Repeat every record below, word for word.

Excerpted data:

-- -- --

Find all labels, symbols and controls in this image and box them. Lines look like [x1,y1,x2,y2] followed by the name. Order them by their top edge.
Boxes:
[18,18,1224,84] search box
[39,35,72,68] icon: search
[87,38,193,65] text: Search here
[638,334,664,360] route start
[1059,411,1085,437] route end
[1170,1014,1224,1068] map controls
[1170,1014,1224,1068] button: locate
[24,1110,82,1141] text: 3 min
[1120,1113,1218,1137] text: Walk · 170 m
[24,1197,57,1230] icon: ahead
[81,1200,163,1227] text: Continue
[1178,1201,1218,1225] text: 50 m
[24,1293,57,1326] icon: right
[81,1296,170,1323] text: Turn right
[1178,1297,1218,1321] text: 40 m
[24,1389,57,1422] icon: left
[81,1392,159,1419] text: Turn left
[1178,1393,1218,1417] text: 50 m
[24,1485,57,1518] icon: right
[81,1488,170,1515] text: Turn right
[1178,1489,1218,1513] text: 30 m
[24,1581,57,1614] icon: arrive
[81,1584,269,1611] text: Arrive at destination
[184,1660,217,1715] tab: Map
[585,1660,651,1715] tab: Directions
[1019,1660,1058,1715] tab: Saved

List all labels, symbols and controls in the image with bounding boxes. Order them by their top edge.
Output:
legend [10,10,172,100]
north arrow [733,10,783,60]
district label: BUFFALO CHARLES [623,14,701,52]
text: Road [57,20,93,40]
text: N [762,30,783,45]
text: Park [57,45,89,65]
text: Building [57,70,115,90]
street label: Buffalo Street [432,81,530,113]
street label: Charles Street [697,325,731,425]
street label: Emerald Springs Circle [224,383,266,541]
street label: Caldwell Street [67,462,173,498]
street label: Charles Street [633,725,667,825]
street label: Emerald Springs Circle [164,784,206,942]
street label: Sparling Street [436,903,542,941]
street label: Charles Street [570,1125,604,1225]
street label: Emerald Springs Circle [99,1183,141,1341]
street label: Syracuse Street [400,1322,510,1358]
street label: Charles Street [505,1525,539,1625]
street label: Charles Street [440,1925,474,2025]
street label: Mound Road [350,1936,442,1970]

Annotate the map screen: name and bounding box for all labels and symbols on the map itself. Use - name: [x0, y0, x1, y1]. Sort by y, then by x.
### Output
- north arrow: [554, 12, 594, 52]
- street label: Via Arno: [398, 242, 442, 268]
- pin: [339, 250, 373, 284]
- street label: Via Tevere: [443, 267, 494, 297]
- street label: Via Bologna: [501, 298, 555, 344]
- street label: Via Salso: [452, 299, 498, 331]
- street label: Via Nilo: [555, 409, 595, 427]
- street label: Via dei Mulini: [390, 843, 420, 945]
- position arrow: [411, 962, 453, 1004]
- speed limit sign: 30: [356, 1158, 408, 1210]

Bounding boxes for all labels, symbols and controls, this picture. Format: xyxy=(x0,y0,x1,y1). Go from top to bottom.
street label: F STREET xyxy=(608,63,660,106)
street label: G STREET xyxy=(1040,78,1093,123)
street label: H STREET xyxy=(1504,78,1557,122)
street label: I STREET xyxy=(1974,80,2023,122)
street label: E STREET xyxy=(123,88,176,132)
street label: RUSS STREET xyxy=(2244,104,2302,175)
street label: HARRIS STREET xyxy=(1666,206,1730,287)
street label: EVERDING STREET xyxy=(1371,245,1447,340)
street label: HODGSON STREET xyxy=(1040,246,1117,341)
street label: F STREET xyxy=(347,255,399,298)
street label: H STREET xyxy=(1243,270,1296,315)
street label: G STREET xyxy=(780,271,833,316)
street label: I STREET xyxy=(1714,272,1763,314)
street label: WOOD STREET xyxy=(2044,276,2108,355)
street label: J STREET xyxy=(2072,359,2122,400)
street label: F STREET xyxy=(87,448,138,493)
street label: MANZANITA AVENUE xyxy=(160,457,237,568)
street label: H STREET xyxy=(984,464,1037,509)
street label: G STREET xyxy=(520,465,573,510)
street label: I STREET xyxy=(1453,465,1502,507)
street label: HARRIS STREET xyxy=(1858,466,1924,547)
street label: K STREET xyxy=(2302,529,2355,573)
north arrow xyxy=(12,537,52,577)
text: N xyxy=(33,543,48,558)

-- -- --

Exercise response:
Find all labels, symbols and controls in this image and box them. Lines look like [x1,y1,x2,y2] followed by the name. Order them by their top edge.
Boxes:
[18,18,1224,84] search box
[39,35,72,68] icon: search
[87,38,193,65] text: Search here
[638,334,664,360] route start
[1059,411,1085,437] route end
[1170,1014,1224,1068] map controls
[1170,1014,1224,1068] button: locate
[24,1110,82,1141] text: 3 min
[1120,1113,1218,1137] text: Walk · 170 m
[24,1197,57,1230] icon: ahead
[81,1200,163,1227] text: Continue
[1178,1201,1218,1225] text: 50 m
[24,1293,57,1326] icon: right
[81,1296,170,1323] text: Turn right
[1178,1297,1218,1321] text: 40 m
[24,1389,57,1422] icon: left
[81,1392,159,1419] text: Turn left
[1178,1393,1218,1417] text: 50 m
[24,1485,57,1518] icon: right
[81,1488,170,1515] text: Turn right
[1178,1489,1218,1513] text: 30 m
[24,1581,57,1614] icon: arrive
[81,1584,269,1611] text: Arrive at destination
[184,1660,217,1715] tab: Map
[585,1660,651,1715] tab: Directions
[1019,1660,1058,1715] tab: Saved

List all labels, symbols and controls in the image with bounding boxes. Order them by their top edge.
Output:
legend [10,10,172,100]
north arrow [733,10,783,60]
district label: BUFFALO CHARLES [623,14,701,52]
text: Road [57,20,93,40]
text: N [762,30,783,45]
text: Park [57,45,89,65]
text: Building [57,70,115,90]
street label: Buffalo Street [432,81,530,113]
street label: Charles Street [697,325,731,425]
street label: Emerald Springs Circle [224,383,266,541]
street label: Caldwell Street [67,462,173,498]
street label: Charles Street [633,725,667,825]
street label: Emerald Springs Circle [164,784,206,942]
street label: Sparling Street [436,903,542,941]
street label: Charles Street [570,1125,604,1225]
street label: Emerald Springs Circle [99,1183,141,1341]
street label: Syracuse Street [400,1322,510,1358]
street label: Charles Street [505,1525,539,1625]
street label: Charles Street [440,1925,474,2025]
street label: Mound Road [350,1936,442,1970]

Annotate the map screen: name and bounding box for all labels and symbols on the map itself. Use - name: [x0, y0, x1, y1]. Sort by y, then by x.
### Output
- north arrow: [554, 12, 594, 52]
- street label: Via Arno: [398, 242, 442, 268]
- pin: [339, 250, 373, 284]
- street label: Via Tevere: [443, 267, 494, 297]
- street label: Via Bologna: [501, 298, 555, 344]
- street label: Via Salso: [452, 299, 498, 331]
- street label: Via Nilo: [555, 409, 595, 427]
- street label: Via dei Mulini: [390, 843, 420, 945]
- position arrow: [411, 962, 453, 1004]
- speed limit sign: 30: [356, 1158, 408, 1210]

Bounding boxes for all labels, symbols and controls, this picture. Format: xyxy=(x0,y0,x1,y1). Go from top to bottom.
street label: F STREET xyxy=(608,63,660,106)
street label: G STREET xyxy=(1040,78,1093,123)
street label: H STREET xyxy=(1504,78,1557,122)
street label: I STREET xyxy=(1974,80,2023,122)
street label: E STREET xyxy=(123,88,176,132)
street label: RUSS STREET xyxy=(2244,104,2302,175)
street label: HARRIS STREET xyxy=(1666,206,1730,287)
street label: EVERDING STREET xyxy=(1371,245,1447,340)
street label: HODGSON STREET xyxy=(1040,246,1117,341)
street label: F STREET xyxy=(347,255,399,298)
street label: H STREET xyxy=(1243,270,1296,315)
street label: G STREET xyxy=(780,271,833,316)
street label: I STREET xyxy=(1714,272,1763,314)
street label: WOOD STREET xyxy=(2044,276,2108,355)
street label: J STREET xyxy=(2072,359,2122,400)
street label: F STREET xyxy=(87,448,138,493)
street label: MANZANITA AVENUE xyxy=(160,457,237,568)
street label: H STREET xyxy=(984,464,1037,509)
street label: G STREET xyxy=(520,465,573,510)
street label: I STREET xyxy=(1453,465,1502,507)
street label: HARRIS STREET xyxy=(1858,466,1924,547)
street label: K STREET xyxy=(2302,529,2355,573)
north arrow xyxy=(12,537,52,577)
text: N xyxy=(33,543,48,558)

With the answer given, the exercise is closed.